Session Information
22 SES 04 C, Academic Work and Professional Development
Paper Session
Contribution
During the last decades, higher education systems have been under rethinking and reforming in Europe (Bologna process) and in the United States (AAC 1985). The European modernisation agenda for universities creates contradictory tensions within the academic communities. Next to different developing processes concerning effectiveness, governance and funding there are demands to develop curricula and learning paths. Curricula should be developed towards high-quality learning outcomes, but at the same time it is underlined the goal to shorten and intensify the study times. However, higher education debate, policy formation and its practices in Europe have not been engaged with scientific discourse concerning curriculum (Barnett & Coate 2004; Trowler 2005). The purpose of this study is to describe and analyze the different meanings of curriculum in contemporary higher education. Particulary, we are interested in university members' conceptions of curriculum development in light of modernisation agenda and curriculum theories.
Understanding curriculum is ambiguous within the academic communities. In common discussion individuals use the conception of curriculum referring to an administrative document. Curriculum emphasising knowledge and skills to be reached represent a narrow interpretation of curriculum. The wider interpretation sees curriculum as an intentional and dynamic process, revealing the values, beliefs and principles in relation to learning, understanding, knowledge and disciplines, and the cultural and political purposes of the education. (e.g. Barnett & Coate 2004; Pinar 1995.) In this paper, we apply the wider pespective to discuss what kind of norms, traditions and cultures there are in the background of curriculum developing in higher education (see also Margolis 2001; Matus & McCarthy 2003; Smith 2003). The question focusing on this paper is as follows: What kind of conceptions do the members of university community have about the curriculum in higher education?

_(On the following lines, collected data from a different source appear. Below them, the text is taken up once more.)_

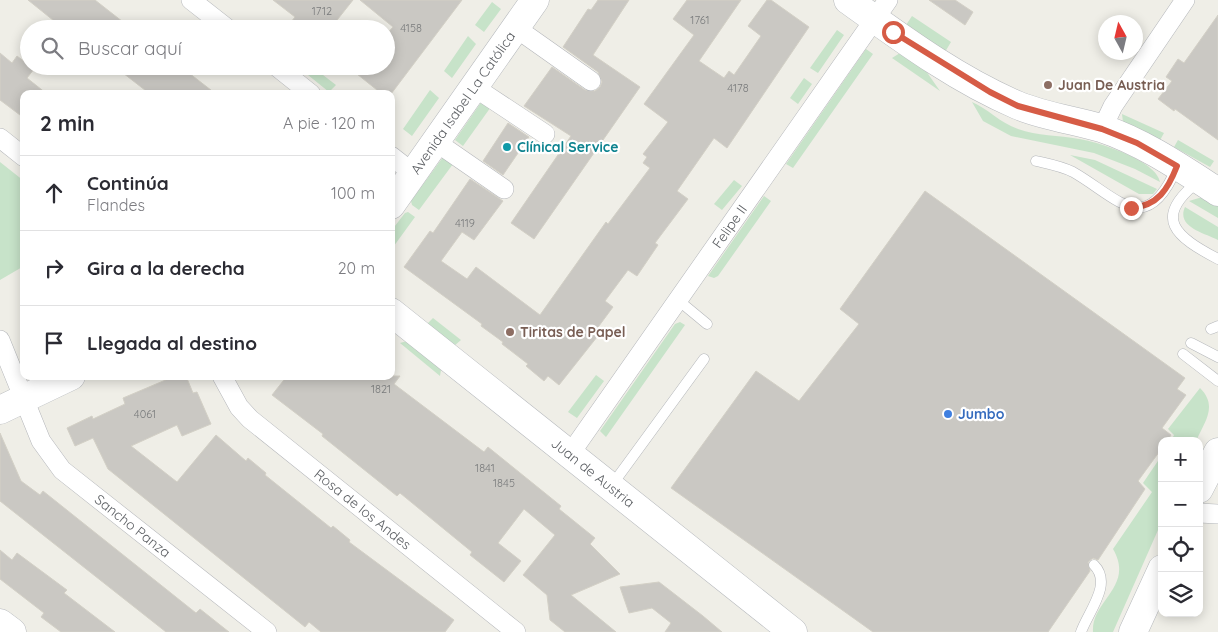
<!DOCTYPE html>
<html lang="es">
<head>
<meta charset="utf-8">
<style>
  body { margin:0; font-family:Quicksand,sans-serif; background:#f7f7f7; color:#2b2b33 }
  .controls { position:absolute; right:15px; bottom:15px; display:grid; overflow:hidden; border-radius:10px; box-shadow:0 2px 12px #0003 }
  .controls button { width:45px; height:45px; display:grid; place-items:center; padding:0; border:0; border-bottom:1px solid #e1e1e2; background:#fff; color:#2b2b33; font:25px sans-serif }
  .compass { position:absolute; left:1098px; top:15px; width:45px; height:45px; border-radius:50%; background:#fff; box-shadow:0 2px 12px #0003; rotate:352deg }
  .stop { position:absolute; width:15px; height:15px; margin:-11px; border:4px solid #d65c46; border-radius:50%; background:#fff }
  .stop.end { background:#d65c46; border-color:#fff; box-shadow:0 1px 5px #0008 }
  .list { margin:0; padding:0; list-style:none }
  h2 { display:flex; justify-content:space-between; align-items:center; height:65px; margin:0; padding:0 20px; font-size:21px }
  h2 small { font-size:16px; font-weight:400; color:#7c7c81 }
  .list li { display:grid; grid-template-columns:32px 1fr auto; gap:15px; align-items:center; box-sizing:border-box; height:75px; padding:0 20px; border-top:1px solid #e1e1e2 }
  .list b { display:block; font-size:19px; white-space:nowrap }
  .list p { margin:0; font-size:16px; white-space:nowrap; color:#7c7c81 }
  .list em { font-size:16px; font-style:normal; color:#7c7c81 }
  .icon { flex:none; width:28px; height:28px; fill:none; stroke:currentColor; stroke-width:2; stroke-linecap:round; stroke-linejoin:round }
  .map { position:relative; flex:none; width:1218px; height:632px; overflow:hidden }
  .search { position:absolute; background:#fff; box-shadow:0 2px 12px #0003; left:20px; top:20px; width:375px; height:55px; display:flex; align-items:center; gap:12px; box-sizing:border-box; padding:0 18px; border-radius:28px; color:#7c7c81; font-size:19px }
  .panel { position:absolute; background:#fff; box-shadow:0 2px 12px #0003; left:20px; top:90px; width:375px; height:290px; border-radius:10px }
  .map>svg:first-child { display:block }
  .green { fill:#c7e3c9 }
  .building { fill:#cac8c3; stroke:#d3d0c6 }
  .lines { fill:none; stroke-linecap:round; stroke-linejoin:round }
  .lane-casing { stroke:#b4b6ba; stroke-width:11 }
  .street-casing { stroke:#b4b6ba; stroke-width:20 }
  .secondary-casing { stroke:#b5b8bc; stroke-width:29 }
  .lane { stroke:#fff; stroke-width:10 }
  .street { stroke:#fff; stroke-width:19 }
  .secondary { stroke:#fff; stroke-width:28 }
  .route { stroke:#d65c46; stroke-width:6 }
  .education-dot { fill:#8d6e63; stroke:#fff; stroke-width:2 }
  .culture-dot { fill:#0f9aa8; stroke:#fff; stroke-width:2 }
  .shop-dot { fill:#3f7fe0; stroke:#fff; stroke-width:2 }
  .labels { text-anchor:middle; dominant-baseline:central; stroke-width:4.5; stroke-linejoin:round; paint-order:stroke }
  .number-label { font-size:11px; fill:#797b7c }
  .education-label { font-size:14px; font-weight:bold; fill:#785e54; stroke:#fff; text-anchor:start }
  .street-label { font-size:14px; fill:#5e6165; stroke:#fff }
  .culture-label { font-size:14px; font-weight:bold; fill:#0d838f; stroke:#fff; text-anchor:start }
  .shop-label { font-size:14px; font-weight:bold; fill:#366cbe; stroke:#fff; text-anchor:start }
</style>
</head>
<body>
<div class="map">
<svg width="1218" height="632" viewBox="0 0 1218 632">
  <rect width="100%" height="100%" fill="#efeee7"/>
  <path class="green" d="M492,2L501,9L484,32L475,25Z
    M912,16L951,42L945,52L906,25Z
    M837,30L844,35L818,73L810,68Z
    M468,36L476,44L452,78L444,71Z
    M866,49L873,54L793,168L786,164Z
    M900,53L926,71L940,91L892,58Z
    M314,68L336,85L329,92L308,75Z
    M804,78L812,84L798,104L790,98Z
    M430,90L439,98L412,136L403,129Z
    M482,101L493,104L463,146L455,140Z
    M972,102C987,108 1000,123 1018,129C1037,136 1059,135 1079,139C1099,142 1157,161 1160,182L1135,169L1094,153L1011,136L983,121Z
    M1122,114L1164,133L1159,142L1123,122Z
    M1178,140L1214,161L1210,167L1174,147Z
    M1070,155L1095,160L1157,189L1153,194H1139Z
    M443,157L453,164L419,210L412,205L411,201Z
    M0,162L24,181V266L0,280Z
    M734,180L742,186L722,210L714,204Z
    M764,196L771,201L718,276L714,278L708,276Z
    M1199,198H1205L1218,206V218L1189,201Z
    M1185,207L1218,227V240C1204,233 1176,227 1185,207Z
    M408,212L415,217L391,250V231L405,213Z
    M433,318L461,340L454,346L427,324Z
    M680,322L685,325L606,437L600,431L675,324Z
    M407,341L441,370L440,376L400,343Z
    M596,375L604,381L577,418L568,412Z
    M1200,388C1218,406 1205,421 1196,441H1171L1174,435L1168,429Z
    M1162,455V521L1113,632H1093C1091,600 1135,587 1113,549L1152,492L1143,483Z"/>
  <path class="building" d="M28,0H95L132,29H64Z
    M273,0H353L330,29H300L291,22L295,17Z
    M360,0H462L391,94H382L347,66H386V35L393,27Z
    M598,0H629L593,55L640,87L534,239L511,223L571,136L524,106L552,67L585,90L595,91L600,87L602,82L598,72L563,47L588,9L591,10Z
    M687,0H741L699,61L724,78L729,71L734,75L761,36L748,26L767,0H771L809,27L727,148L714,138L677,191L688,199L655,243L658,245L637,276L628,270L605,301L613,307L593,334L597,337L559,385L548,376L544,381L526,366L528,364L502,344L503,342L481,326L482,324L404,267L430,231L433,233L470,179L503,201L474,240L462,232L441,261L467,279L476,267L540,315L606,222L608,224L650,168L643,163L647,157L643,154L668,122L644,104L694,35L673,19Z
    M929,0H955L973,12L965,25Z
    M1218,15V140L1175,109L1174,111L1158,99L1172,81L1166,77L1178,59L1184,63Z
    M0,53L12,63L17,56L34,69L27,78L47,94H24V118L0,100Z
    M114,66H180L216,94H150Z
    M508,123L529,137L503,175L483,161Z
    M925,191L1185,378L1177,389L1186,395L1162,428L1171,435L1167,441H1162V448L1138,481L1145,489L1098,560L1093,558L1088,562L1090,571L1048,632H873L671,488L756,371L799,401L859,324L840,309Z
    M175,376H186L193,393L197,392L211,424L182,436L177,425L131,446L177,482L216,435L246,461L248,458L266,473L265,475L331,528L333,526L350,540L349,542L454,620L445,632H321L309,622L305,627L108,469L93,438L75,446L67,428L92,416L93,419L125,404L123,398Z
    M287,376H400L394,384L484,452L488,447L561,506L559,509L595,538L590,544L620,574L571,595L616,632H565L550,620L547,595L523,575L555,535L524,509L498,543L521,561L504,582L470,555L472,552L400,493L397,496L322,436L323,434L272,395Z
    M0,433L21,481L40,495L43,491L196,613L200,609L229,632H166L0,501Z
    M0,550L12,560L17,553L67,590L64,593L115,632H61L41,617L44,613L0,579Z
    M659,582L703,616L722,632H665L671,623L652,608L629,613L620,587Z"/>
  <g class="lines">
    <g class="lane-casing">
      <path id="lane" d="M1036,161C1049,164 1061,166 1073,172C1117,197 1146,240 1177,167
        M1199,181C1151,218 1176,237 1218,259
        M678,300L707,324
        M1211,329L1218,326
        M1191,343L1218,357
        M1183,354L1218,381
        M612,485L704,359
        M1081,632C1088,612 1113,584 1094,565"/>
    </g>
    <g class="street-casing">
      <g id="street">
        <path d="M191,0L228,29"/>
        <path d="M516,28L591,81"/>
        <path d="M276,66L311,94"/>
        <path d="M474,87L545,134"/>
        <path d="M1102,129L1113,106L1185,0"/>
        <path d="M0,138L24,157"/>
        <path d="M436,142L504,189"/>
        <path d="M391,156L414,174"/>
        <path id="s1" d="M0,340L41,441L62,470L267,632"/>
        <path id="s2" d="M222,376L239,407L250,419L516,632"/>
        <path id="s3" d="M570,454L888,0"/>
        <path d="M1199,513L1218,514"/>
      </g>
    </g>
    <g class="secondary-casing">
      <g id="secondary">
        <path d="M848,0C901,38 956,79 1017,105C1043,116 1073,120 1101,128C1143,142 1181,168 1218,192"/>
        <path id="s4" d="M391,205L535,0"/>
        <path id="s5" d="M391,312L793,632"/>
        <path d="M0,410L71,376"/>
        <path d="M1199,489L1218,452"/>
        <path d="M0,623L12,632"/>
        <path d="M1133,632L1162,569"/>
      </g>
    </g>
    <use href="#lane" class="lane"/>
    <use href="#street" class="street"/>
    <use href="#secondary" class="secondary"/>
  </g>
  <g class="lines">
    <path class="route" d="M893,32L990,92L1018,106L1102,129L1137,143L1177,166C1168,189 1158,206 1131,208"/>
  </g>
  <g class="education-dot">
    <circle cx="1048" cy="85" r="5"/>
    <circle cx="510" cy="332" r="5"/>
  </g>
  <circle class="culture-dot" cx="507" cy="147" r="5"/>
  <circle class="shop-dot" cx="948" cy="414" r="5"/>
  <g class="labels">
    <g class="number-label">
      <text x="322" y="11">1712</text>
      <text x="700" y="20">1761</text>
      <text x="411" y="28">4158</text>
      <text x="738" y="88">4178</text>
      <text x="465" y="223">4119</text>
      <text x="381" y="389">1821</text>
      <text x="145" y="414">4061</text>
      <text x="485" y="468">1841</text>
      <text x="504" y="483">1845</text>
    </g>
    <g class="education-label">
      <text x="1058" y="85">Juan De Austria</text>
      <text x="520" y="332">Tiritas de Papel</text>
    </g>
    <g class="street-label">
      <text stroke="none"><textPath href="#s4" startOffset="125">Avenida Isabel La Católica</textPath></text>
      <text stroke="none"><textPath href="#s3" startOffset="278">Felipe II</textPath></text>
      <text stroke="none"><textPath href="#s5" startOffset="258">Juan de Austria</textPath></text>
      <text stroke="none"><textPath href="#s2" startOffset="196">Rosa de los Andes</textPath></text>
      <text stroke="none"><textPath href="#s1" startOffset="235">Sancho Panza</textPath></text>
    </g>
    <g class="culture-label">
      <text x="517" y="147">Clínical Service</text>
    </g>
    <g class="shop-label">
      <text x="958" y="414">Jumbo</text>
    </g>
  </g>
</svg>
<div class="controls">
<button>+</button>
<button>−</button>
<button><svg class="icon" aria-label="locate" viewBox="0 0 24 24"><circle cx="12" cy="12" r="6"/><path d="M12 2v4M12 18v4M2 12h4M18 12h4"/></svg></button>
<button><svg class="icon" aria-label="layers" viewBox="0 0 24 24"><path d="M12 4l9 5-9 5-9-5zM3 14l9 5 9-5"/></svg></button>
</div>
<svg class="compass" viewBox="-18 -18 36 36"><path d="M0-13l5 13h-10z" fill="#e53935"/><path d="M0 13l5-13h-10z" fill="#7c7c81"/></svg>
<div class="stop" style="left:893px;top:32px"></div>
<div class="stop end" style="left:1131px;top:208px"></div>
<div class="search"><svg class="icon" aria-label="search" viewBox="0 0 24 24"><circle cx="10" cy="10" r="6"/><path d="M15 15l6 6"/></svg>Buscar aquí</div>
<section class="panel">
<h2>2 min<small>A pie · 120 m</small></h2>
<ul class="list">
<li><svg class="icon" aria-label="ahead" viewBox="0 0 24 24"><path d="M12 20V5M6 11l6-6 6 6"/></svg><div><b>Continúa</b><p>Flandes</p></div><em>100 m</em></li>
<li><svg class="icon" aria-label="right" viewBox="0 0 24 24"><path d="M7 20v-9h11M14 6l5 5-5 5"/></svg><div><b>Gira a la derecha</b></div><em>20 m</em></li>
<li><svg class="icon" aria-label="arrive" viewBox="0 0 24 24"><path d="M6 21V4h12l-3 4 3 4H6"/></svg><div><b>Llegada al destino</b></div></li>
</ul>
</section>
</div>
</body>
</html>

The on-going research is carried out with a phenomenographical approach. The aim of the analysis is to constitute not just a set of different meanings of curriculum, but find a logically inclusive structure relating the different meanings the informants give to the theory and practice of curriculum. Behind this viewpoint is the ontological assumption, that as researchers we can only grasp reality as experienced and understood by people. We interpret the meanings as factors that guide university teachers’ orientation on academic teaching, reasoning and processing, as well as students' orientation on academic learning (e.g. Marton & Booth, 1997).
Method
Expected Outcomes
References
Association of American Colleges. 1985. Intergrity in the College Curriculum: A Report to the Academic Community. Washington, DC: Association of American Colleges. Barnett, R. & Coate, K. 2004. Engaging the Curriculum in Higher Education. Berkshire, GBR: McGraw-Hill Education. Matus, C. & McCarthy, C. 2003. The Triumph of Multiplicity and the Carnival of Difference: Curriculum Dilemmas in the Age of Postcolonialism and Globalization. In W.F. Pinar (ed.) International Handbook of Curriculum Research. Mahwah, New Jersey: Lawrence Erlbaum Associates, 73-82. Margolis, E. (ed.) 2001. The Hidden Curriculum in Higher Education. New York & London: Routledge. Marton, F. 1994. Phenomenography. In T. Husén & T. N. Postlethwaite (Eds.) International Encyclopedia of Education. Oxford: Pergamon, 4424 – 4429 http://www.ped.gu.se/biorn/phgraph/civil/main/1res.appr.html [11.10.2009]. Marton, F & Booth, S. 1997. Learning and Awareness. New Jersey: Lawrence Erlbaum. Pinar, W.F., Reynolds, W.M., Slattery, P. & Taubman, P.M. 1995. Understanding Curriculum. An Introduction to the Study of Historical and Contemporary Curriculum Discourses. New York: Peter Lang Publishing, Inc. Smith, D.G. 2003. Curriculum and Teaching Face Globalization. In W.F. Pinar (ed.) International Handbook of ´Curriculum Research. Mahwah, New Jersey: Lawrence Erlbaum Associates, 35-51. Trowler, P.R. 2005. A Sociology of Teaching, Learning and Enhancement: Improving Practices in Higher Education. Papers: revista de sosiolocia (Universitat Autònoma de Barcelona, Departament des Sociologia) 76, 13-32. Åkerlind, G. S. 2005. Variation and Commonality in Phenomenographic Research Methods. Higher Education Research and Development 24, (4), 321–334.